Posted May 17, 2014 22:34 UTC (Sat) by giraffedata (guest, #1954) [Link] (7 responses)

The question of whether a contract is copyrightable has exactly the same terminology problem as the question of whether an API is copyrightable.

A contract, in legal discussion, is not a writing. It is a disembodied agreement. Indeed, many contracts don't involve any writing at all. By this definition, a contract is definitely not copyrightable. If John agrees to give Mary $1000 to paint John's house and Bob hears about that and agrees to give Susan $1000 to paint Bob's house, there is no copyright infringement. Bob and Susan owe John and Mary nothing.

But in informal talk, "contract" often comes to mean the memorandum of a contract - a writing that memorializes what the parties agreed to. These are quite copyrightable. In fact, because they are written by people with highly specialized skills (lawyers), they are the most valuable per-page copyrights I know. If John's attorney writes out the details of the house-painting contract between John and Mary and, rather than hire his own attorney, Bob just photocopies John's contract and modifies the parties and dates, John's attorney has a right to be paid.

Analogously, I have always been perplexed by claims that application programming interfaces are copyrightable, because I understand an API to be the method of a program communicating with another program - what bit goes where, what effect a call has on the system, etc. But it's clear from what I've read today that what many programmers call an API is a piece of code. According to this article, the court has said that piece of code, not the function it performs, is copyrightable.

That terminology confusion might be at the heart of much of the controversy over this case.

A setback for Google against Oracle

Posted May 18, 2014 1:07 UTC (Sun) by dlang (guest, #313) [Link] (6 responses)

anything that a computer does is a piece of code.

what we are talking about here is the code that declares that the function min exists and that it takes two integers as it's arguments and returns an integer (with a comment that says that it returns the smallest of it's arguments)

This isn't the function that performs this check, just the definition that this function exists and how to call it.

If you are going to write a library to replace an existing library (so that programs written in the language can still work), then the name of the function, which library the function is in, and the type and number of the parameters and return value must be the same.

The only flexibility that you have is in the names of the arguments,

the claim here is that Google copied the names and organization of the functions, and that the comments explaining what the functions do sound very similar

well, the comments had better sound pretty similar, the functions do the same thing after all.

If Google were to organize the functions differently (put them in different libraries) or name them something different (minimum instead of min for example), it would break existing programs and not be the same API

I guess they could have listed the functions in each library in a random order instead of alphabetically, but that's not a very creative choice.

In the past, the courts have ruled that you can copy the minimum that you need in order to be interoperable.

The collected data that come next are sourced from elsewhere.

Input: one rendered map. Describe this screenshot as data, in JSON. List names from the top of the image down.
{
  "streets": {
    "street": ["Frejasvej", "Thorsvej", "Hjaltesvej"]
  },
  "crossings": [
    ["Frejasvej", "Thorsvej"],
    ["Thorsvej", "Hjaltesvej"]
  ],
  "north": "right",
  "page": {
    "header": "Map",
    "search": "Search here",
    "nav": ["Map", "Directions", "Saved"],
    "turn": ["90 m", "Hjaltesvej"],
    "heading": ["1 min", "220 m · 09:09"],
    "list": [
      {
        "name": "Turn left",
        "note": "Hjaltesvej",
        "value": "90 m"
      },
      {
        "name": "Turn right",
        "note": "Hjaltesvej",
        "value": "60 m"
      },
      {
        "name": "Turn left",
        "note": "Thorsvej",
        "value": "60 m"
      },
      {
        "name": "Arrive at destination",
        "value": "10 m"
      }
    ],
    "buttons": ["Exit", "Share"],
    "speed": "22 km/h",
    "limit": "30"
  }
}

There was even a case where the entire program was copied, bit for bit, and the court ruled that it was legal (the printer manufacturer checked that the entire program existed, bit for bit, in the toner cartridge, in order for aftermarket cartridges to work, they needed to have the exact same bits in the exact same place, so the entire program was copied)

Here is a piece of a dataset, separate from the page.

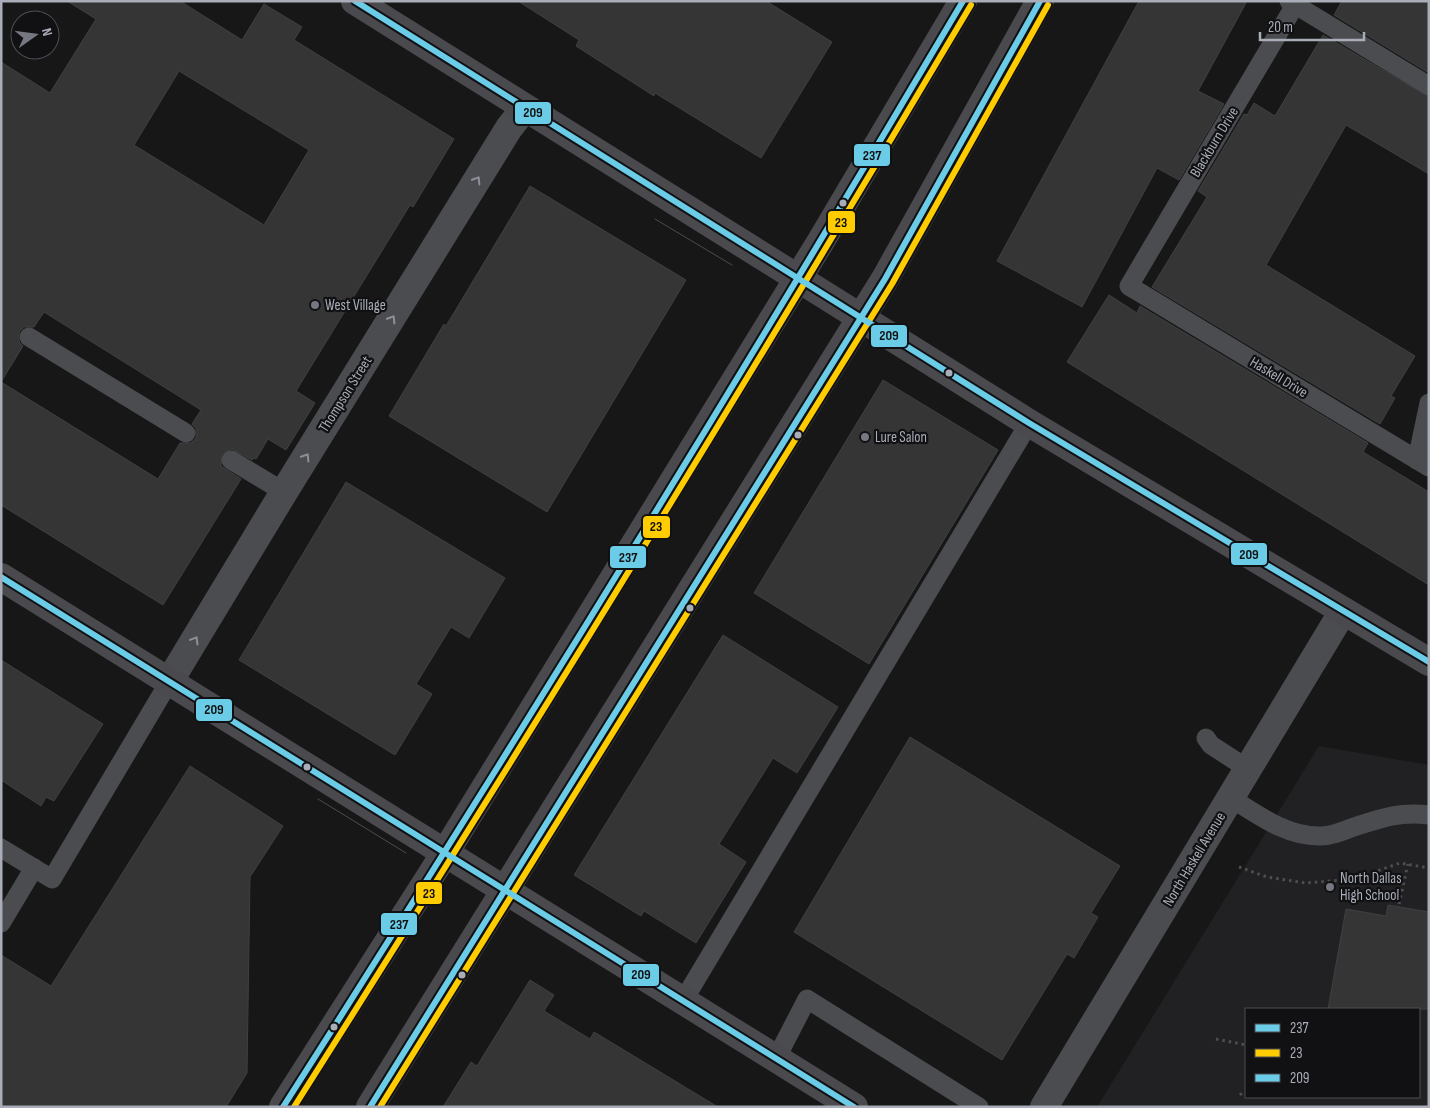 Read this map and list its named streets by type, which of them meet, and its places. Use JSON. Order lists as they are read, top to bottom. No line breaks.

The big problem here is that people are looking and saying "that was a lot of effort to do, nobody else should be able to do the same thing without paying" and this completely ignores the fact that _everything_ that we do is built on top of work that was done by other people in the past.

This post http://blog.goodstuff.im/oracle_sweet_lord by David Pollak talks about how this ruling is a disaster, especially for Oracle.

He also goes on to talk about how everyone who writes and deploys any Java program is in violation of Oracle's API copyrights if this is upheld http://blog.goodstuff.im/we_all_infringe_redux

A setback for Google against Oracle

Posted May 18, 2014 19:51 UTC (Sun) by giraffedata (guest, #1954) [Link] (1 responses)

anything that a computer does is a piece of code

This is a pretty abstract leap of metaphor. And the court in this case and every other one I know of doesn't make it. They say what you said in the rest of your post: that there is a distinction between what a computer does and any piece of code and the former is not the subject of copyright law and the latter is.

The district court said all Google copied was what the computer does, so Google was in the clear. The appeals court said Google copied a bunch of pieces of code, so is not in the clear.

I found it hard to make sense of David Pollack's essay because of the terminology confusion in the word API that I previously mentioned. I note that the court used more specific terminology than "API" in its opinion.

The court seemed to make it clear that one could implement an API with original code and thereby not infringe, but found that Google didn't do that in this case.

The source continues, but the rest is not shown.